Items from a dataset
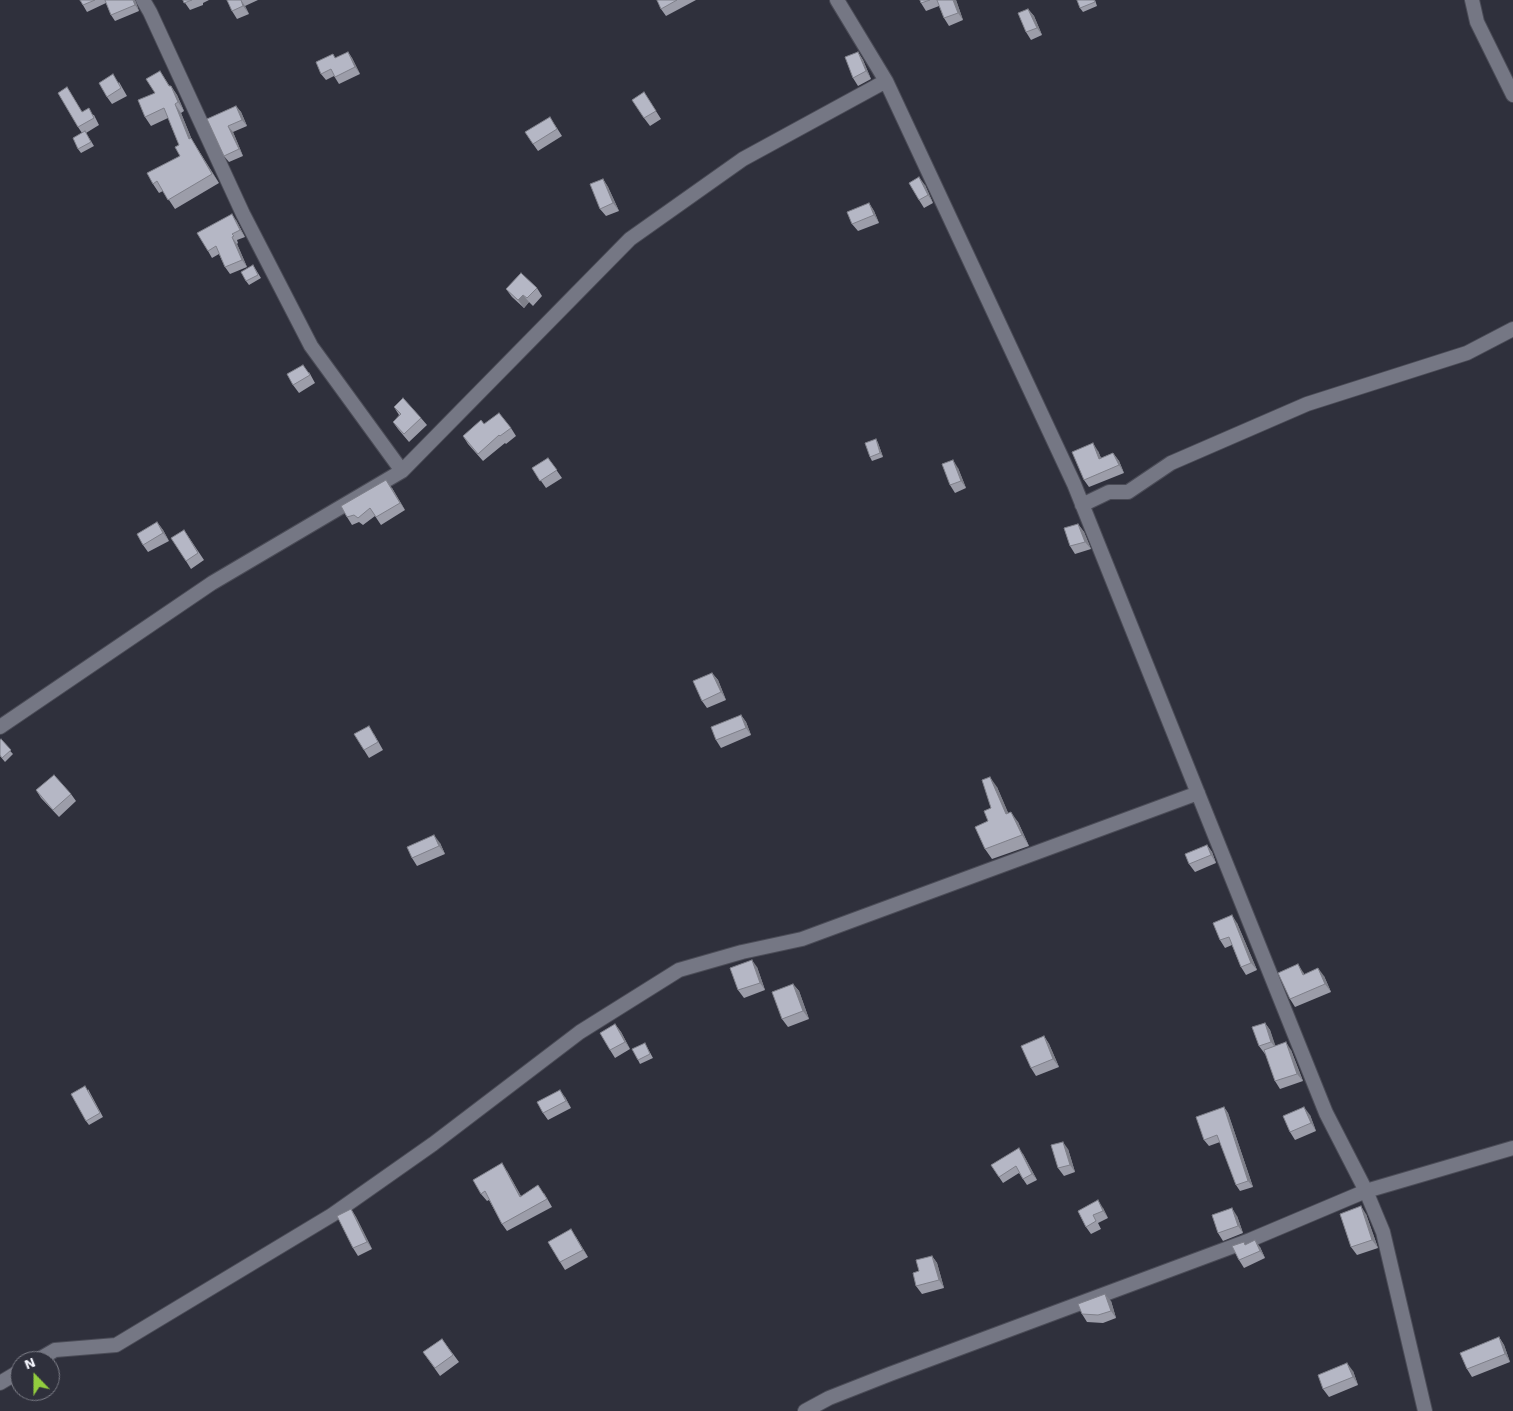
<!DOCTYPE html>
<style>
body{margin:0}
#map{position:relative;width:1513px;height:1411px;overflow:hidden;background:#2f303c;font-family:"Work Sans",sans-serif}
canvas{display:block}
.north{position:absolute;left:10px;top:1351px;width:50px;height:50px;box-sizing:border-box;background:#2f303c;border:1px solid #7d7e88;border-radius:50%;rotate:338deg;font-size:14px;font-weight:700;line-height:20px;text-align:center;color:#f1f2fa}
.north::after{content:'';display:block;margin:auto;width:18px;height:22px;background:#92cd3e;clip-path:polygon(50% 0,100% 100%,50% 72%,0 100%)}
</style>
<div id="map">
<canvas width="1513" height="1411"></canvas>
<div class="north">N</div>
</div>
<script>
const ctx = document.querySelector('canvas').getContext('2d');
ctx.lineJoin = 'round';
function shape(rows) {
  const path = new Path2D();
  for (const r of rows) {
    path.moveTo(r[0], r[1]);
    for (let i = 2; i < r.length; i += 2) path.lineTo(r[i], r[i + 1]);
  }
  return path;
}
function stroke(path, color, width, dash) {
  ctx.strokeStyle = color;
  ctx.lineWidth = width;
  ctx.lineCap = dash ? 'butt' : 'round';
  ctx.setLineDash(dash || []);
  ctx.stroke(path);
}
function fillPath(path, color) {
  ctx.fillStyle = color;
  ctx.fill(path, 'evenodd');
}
const minor = shape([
 [143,0,150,12,243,214,311,346,402,471],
 [837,0,886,81,1074,484,1326,1113,1366,1191,1383,1232,1425,1411],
 [1472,0,1477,22,1513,95],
 [1082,505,1109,492,1128,492,1171,463,1307,404,1467,353,1513,329],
 [0,727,212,583,402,471,630,239,743,159,886,81],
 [36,1361,55,1350,116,1345,332,1215,433,1144,580,1032,679,970,742,952,802,939,1198,793],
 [0,1383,20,1371],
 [805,1411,829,1398,890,1374,1250,1240,1366,1191,1513,1148]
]);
stroke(minor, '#4b4c57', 16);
stroke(minor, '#757784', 14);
fillPath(shape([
 [80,0,135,0,139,11,115,21,111,15,106,3,87,12],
 [183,0,209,0,203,3,203,5,190,10],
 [227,0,258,0,245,6,249,14,237,19,232,11],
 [657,0,696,0,666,16,661,9],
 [920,0,956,0,963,20,949,26,944,18,939,6,926,11,921,3],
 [1077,0,1095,0,1097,6,1083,12,1080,8],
 [1028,9,1034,16,1042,35,1031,40,1026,32],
 [348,52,352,58,360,74,339,84,334,76,326,80,321,74,336,58],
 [858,52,863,60,871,79,858,86,853,78],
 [119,82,127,96,112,104,107,97],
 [170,86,171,86,177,95,184,111,181,113,192,140,219,183,175,209,163,191,159,193,153,184,180,156,179,145,168,118,151,126,145,117],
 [67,87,82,112,94,115,99,125,86,133,94,146,81,153,78,149,82,133,78,127],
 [644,92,661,119,650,126,644,118],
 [236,106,241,112,247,126,233,132,243,156,229,162,224,156,207,119],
 [555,125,562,136,538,151,533,144],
 [603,179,608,187,619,211,606,216,600,209],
 [925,185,933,203,924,208,919,200],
 [869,203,874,211,879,223,858,231,852,224],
 [236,220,245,237,237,240,238,243,237,244,247,267,230,274,225,267,219,254,212,258,208,251],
 [253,265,261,278,249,285,246,281],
 [537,288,542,296,533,306,529,302,524,308,512,297,506,289],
 [309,372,315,383,299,393,293,385],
 [394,407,421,418,427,425,409,442,398,429,393,422,399,415],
 [484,424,511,428,516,436,506,444,505,443,483,461,468,444,463,436],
 [876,439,878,443,883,457,872,461,870,457],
 [1098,451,1101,458,1113,453,1119,461,1124,473,1089,487,1084,480],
 [548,458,562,478,546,488,532,468],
 [958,468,966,488,955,493,950,485],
 [392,488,405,510,381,525,375,516,363,525,359,522,352,525,347,517],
 [157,522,163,530,169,541,148,552,143,545],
 [1078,524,1084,532,1091,549,1075,554,1070,546],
 [184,530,204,560,191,569,186,561],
 [712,673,718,680,726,700,707,708,702,701],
 [741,715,746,722,751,735,721,748,716,740],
 [374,734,383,750,369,758,364,750],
 [0,740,13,754,5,762,0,756],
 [997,787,1008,813,1018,822,1029,846,992,859,985,849,988,821],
 [36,790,71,794,76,801,59,817,41,798],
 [440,843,445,854,417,866,412,858],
 [1207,845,1212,852,1216,863,1195,872,1189,864],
 [1237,923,1257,970,1246,975,1241,967,1232,945,1225,948,1220,940],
 [757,967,765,990,744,998,738,990],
 [1303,972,1304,974,1324,976,1331,992,1295,1007,1290,999],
 [793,984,799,991,809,1019,788,1027,782,1019],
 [1265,1023,1270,1030,1275,1046,1291,1050,1303,1081,1280,1089,1275,1081,1266,1054,1265,1054,1259,1046],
 [615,1024,621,1032,630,1049,615,1058,610,1050],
 [1044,1036,1049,1044,1059,1067,1036,1076,1031,1068],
 [647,1047,653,1058,640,1064,638,1060],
 [88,1089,103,1117,89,1125,86,1121],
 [565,1097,571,1108,548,1120,543,1113],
 [1224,1107,1228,1113,1253,1187,1240,1191,1236,1185,1220,1142,1209,1146,1204,1140],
 [1310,1115,1316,1131,1295,1140,1290,1132],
 [1068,1149,1075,1172,1064,1176,1058,1168],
 [1023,1154,1037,1180,1027,1185,1019,1173,1003,1183,991,1165],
 [507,1171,521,1196,544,1193,552,1207,507,1231,502,1224,489,1200,487,1201,481,1194],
 [1103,1208,1108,1218,1098,1223,1101,1229,1091,1234,1086,1227,1078,1211],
 [351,1209,356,1217,372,1249,358,1256,353,1248],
 [1366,1214,1378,1248,1357,1255,1351,1247],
 [1237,1216,1243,1233,1223,1241,1218,1233],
 [576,1237,588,1257,565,1270,560,1262],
 [1246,1244,1260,1247,1265,1258,1244,1268,1239,1260],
 [932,1256,937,1263,944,1288,922,1294,916,1286,919,1271],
 [1111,1301,1116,1318,1103,1323,1087,1322,1082,1314],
 [1499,1337,1504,1345,1510,1362,1472,1377,1467,1369],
 [442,1339,459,1362,440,1376,423,1352],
 [1353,1371,1358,1385,1329,1397,1323,1389]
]), '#9c9da9');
fillPath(shape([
 [133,0,135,0,139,11,135,5],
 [241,0,245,6,249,14,243,6],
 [953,0,956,0,963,20,958,13],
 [1028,9,1034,16,1042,35,1037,28],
 [348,52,352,58,360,74,355,67],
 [858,52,863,60,871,79,866,71],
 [160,71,173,91,171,86,177,95,184,111,178,102],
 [175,104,181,113,192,140,219,183,189,139],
 [236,106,241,112,247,126,242,120],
 [228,126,233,132,243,156,239,149],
 [919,177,925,185,933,203,928,195],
 [603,179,608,187,619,211,613,203],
 [869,203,874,211,879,223,874,215],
 [232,214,236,220,245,237,240,230],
 [232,237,237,244,247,267,242,260],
 [523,295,529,302,524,308,518,300],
 [876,439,878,443,883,457,880,453],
 [1093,443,1098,451,1105,467,1099,459],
 [1113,453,1119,461,1124,473,1119,465],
 [953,460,958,468,966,488,961,481],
 [386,480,392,488,405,510,400,503],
 [157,522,163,530,169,541,163,533],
 [1078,524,1084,532,1091,549,1085,542],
 [712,673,718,680,726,700,721,692],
 [741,715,746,722,751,735,746,728],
 [990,777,997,787,1013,824,1006,814],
 [1011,812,1018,822,1029,846,1022,835],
 [434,835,440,843,445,854,439,846],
 [1207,845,1212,852,1216,863,1211,855],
 [1232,915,1237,923,1257,970,1251,963],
 [752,960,757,967,765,990,760,983],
 [1298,964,1303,972,1308,982,1303,975],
 [1318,968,1324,976,1331,992,1325,984],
 [793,984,799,991,809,1019,803,1011],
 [1265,1023,1270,1030,1277,1050,1271,1042],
 [615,1024,621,1032,630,1049,625,1042],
 [1044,1036,1049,1044,1059,1067,1053,1059],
 [1286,1042,1291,1050,1303,1081,1297,1074],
 [560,1090,565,1097,571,1108,566,1101],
 [1224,1107,1228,1113,1253,1187,1248,1181],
 [1304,1107,1310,1115,1316,1131,1311,1123],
 [1063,1142,1068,1149,1075,1172,1070,1165],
 [1019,1148,1023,1154,1037,1180,1032,1174],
 [502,1163,507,1171,525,1204,520,1197],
 [1098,1200,1103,1208,1108,1218,1103,1211],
 [1361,1206,1366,1214,1378,1248,1372,1240],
 [1232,1208,1237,1216,1243,1233,1238,1226],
 [351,1209,356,1217,372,1249,367,1242],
 [571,1229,576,1237,588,1257,583,1250],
 [1255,1240,1260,1247,1265,1258,1260,1251],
 [932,1256,937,1263,944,1288,939,1280],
 [1105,1294,1111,1301,1116,1318,1111,1311],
 [1499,1337,1504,1345,1510,1362,1505,1354],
 [1347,1363,1353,1371,1358,1385,1353,1377]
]), '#7f808a');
const building = shape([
 [80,0,95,0,83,5,80,0],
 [105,0,133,0,135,5,111,15,105,0],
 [183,0,192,0,184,3,183,0],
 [227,0,241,0,243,6,232,11,227,0],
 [657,0,677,0,661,9,657,0],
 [920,0,930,0,921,3,920,0],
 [937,0,953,0,958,13,944,18,937,0],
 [1077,0,1094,0,1095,2,1080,8,1077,0],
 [1028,9,1037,28,1026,32,1018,13,1028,9],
 [348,52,355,67,335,77,331,69,321,74,316,62,333,54,335,58,348,52],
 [858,52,866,71,853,78,845,57,858,52],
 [160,71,169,86,171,86,178,102,175,104,189,139,191,138,212,174,168,200,157,181,153,184,147,173,180,156,175,147,179,145,164,108,145,117,138,100,155,93,146,79,160,71],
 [113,74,121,88,107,97,99,83,113,74],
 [67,87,82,112,89,108,94,118,78,127,58,93,67,87],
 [644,92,656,111,644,118,632,100,644,92],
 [236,106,242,120,228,126,239,149,224,156,207,119,236,106],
 [550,117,557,129,533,144,525,132,550,117],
 [85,131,91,142,78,149,73,138,85,131],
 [919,177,928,195,919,200,909,183,919,177],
 [603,179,613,203,600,209,590,184,603,179],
 [869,203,874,215,852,224,847,212,869,203],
 [232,214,240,230,232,234,234,236,232,237,242,260,225,267,216,246,208,251,197,233,232,214],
 [253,265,258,275,246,281,241,272,253,265],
 [521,273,537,288,527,298,523,295,518,300,506,289,521,273],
 [303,365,310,375,293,385,287,374,303,365],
 [403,398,421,418,404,434,393,422,401,414,394,407,403,398],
 [499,413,511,428,500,436,499,435,478,454,463,436,481,420,484,424,499,413],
 [876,439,880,453,870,457,865,443,876,439],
 [1093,443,1099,459,1113,453,1119,465,1084,480,1072,452,1093,443],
 [548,458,557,470,540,481,532,468,548,458],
 [953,460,961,481,950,485,942,464,953,460],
 [386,480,400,503,376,517,370,508,358,518,354,515,347,517,341,506,386,480],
 [157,522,163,533,143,545,137,534,157,522],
 [1078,524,1085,542,1070,546,1064,528,1078,524],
 [184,530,198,553,186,561,171,538,184,530],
 [712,673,721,692,702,701,693,681,712,673],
 [741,715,746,728,716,740,711,727,741,715],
 [369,726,378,742,364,750,354,734,369,726],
 [1,739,11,750,2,758,0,755,0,740,1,739],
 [54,775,71,794,53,810,36,790,54,775],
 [990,777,1006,814,1011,812,1022,835,985,849,975,827,988,821,984,811,991,808,982,780,990,777],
 [434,835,439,846,412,858,407,847,434,835],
 [1207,845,1211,855,1189,864,1185,854,1207,845],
 [1232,915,1251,963,1241,967,1229,937,1220,940,1213,923,1232,915],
 [752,960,760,983,738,990,730,968,752,960],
 [1298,964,1303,975,1318,968,1325,984,1290,999,1278,973,1298,964],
 [793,984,803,1011,782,1019,772,992,793,984],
 [1265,1023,1271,1042,1259,1046,1252,1027,1265,1023],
 [615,1024,625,1042,610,1050,600,1033,615,1024],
 [1044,1036,1053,1059,1031,1068,1021,1046,1044,1036],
 [1286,1042,1297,1074,1275,1081,1264,1050,1286,1042],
 [645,1043,650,1054,638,1060,632,1049,645,1043],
 [85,1086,100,1113,86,1121,71,1094,85,1086],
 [560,1090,566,1101,543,1113,537,1102,560,1090],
 [1224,1107,1248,1181,1236,1185,1217,1135,1204,1140,1196,1117,1224,1107],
 [1304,1107,1311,1123,1290,1132,1283,1116,1304,1107],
 [1063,1142,1070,1165,1058,1168,1051,1145,1063,1142],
 [1019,1148,1032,1174,1023,1179,1016,1166,999,1177,991,1165,1019,1148],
 [502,1163,520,1197,538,1185,547,1199,502,1224,485,1191,481,1194,473,1180,502,1163],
 [1098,1200,1103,1211,1093,1215,1096,1221,1086,1227,1078,1211,1098,1200],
 [1361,1206,1372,1240,1351,1247,1340,1214,1361,1206],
 [1232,1208,1238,1226,1218,1233,1212,1215,1232,1208],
 [351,1209,367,1242,353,1248,337,1216,351,1209],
 [571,1229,583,1250,560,1262,548,1242,571,1229],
 [1255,1240,1260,1251,1239,1260,1232,1246,1244,1242,1245,1245,1255,1240],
 [932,1256,939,1280,916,1286,913,1273,919,1271,916,1260,932,1256],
 [1105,1294,1111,1311,1098,1315,1082,1314,1078,1304,1105,1294],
 [1499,1337,1505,1354,1467,1369,1460,1353,1499,1337],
 [442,1339,453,1355,435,1368,423,1352,442,1339],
 [1347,1363,1353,1377,1323,1389,1318,1375,1347,1363]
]);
fillPath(building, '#b5b7c5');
stroke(building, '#7f808a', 1);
</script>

TASK TO COMPLETE ▸
If the string "color" appears in a line of the entries, report the line.

EXERCISE SOLUTION ▸
.north{position:absolute;left:10px;top:1351px;width:50px;height:50px;box-sizing:border-box;background:#2f303c;border:1px solid #7d7e88;border-radius:50%;rotate:338deg;font-size:14px;font-weight:700;line-height:20px;text-align:center;color:#f1f2fa}
function stroke(path, color, width, dash) {
  ctx.strokeStyle = color;
function fillPath(path, color) {
  ctx.fillStyle = color;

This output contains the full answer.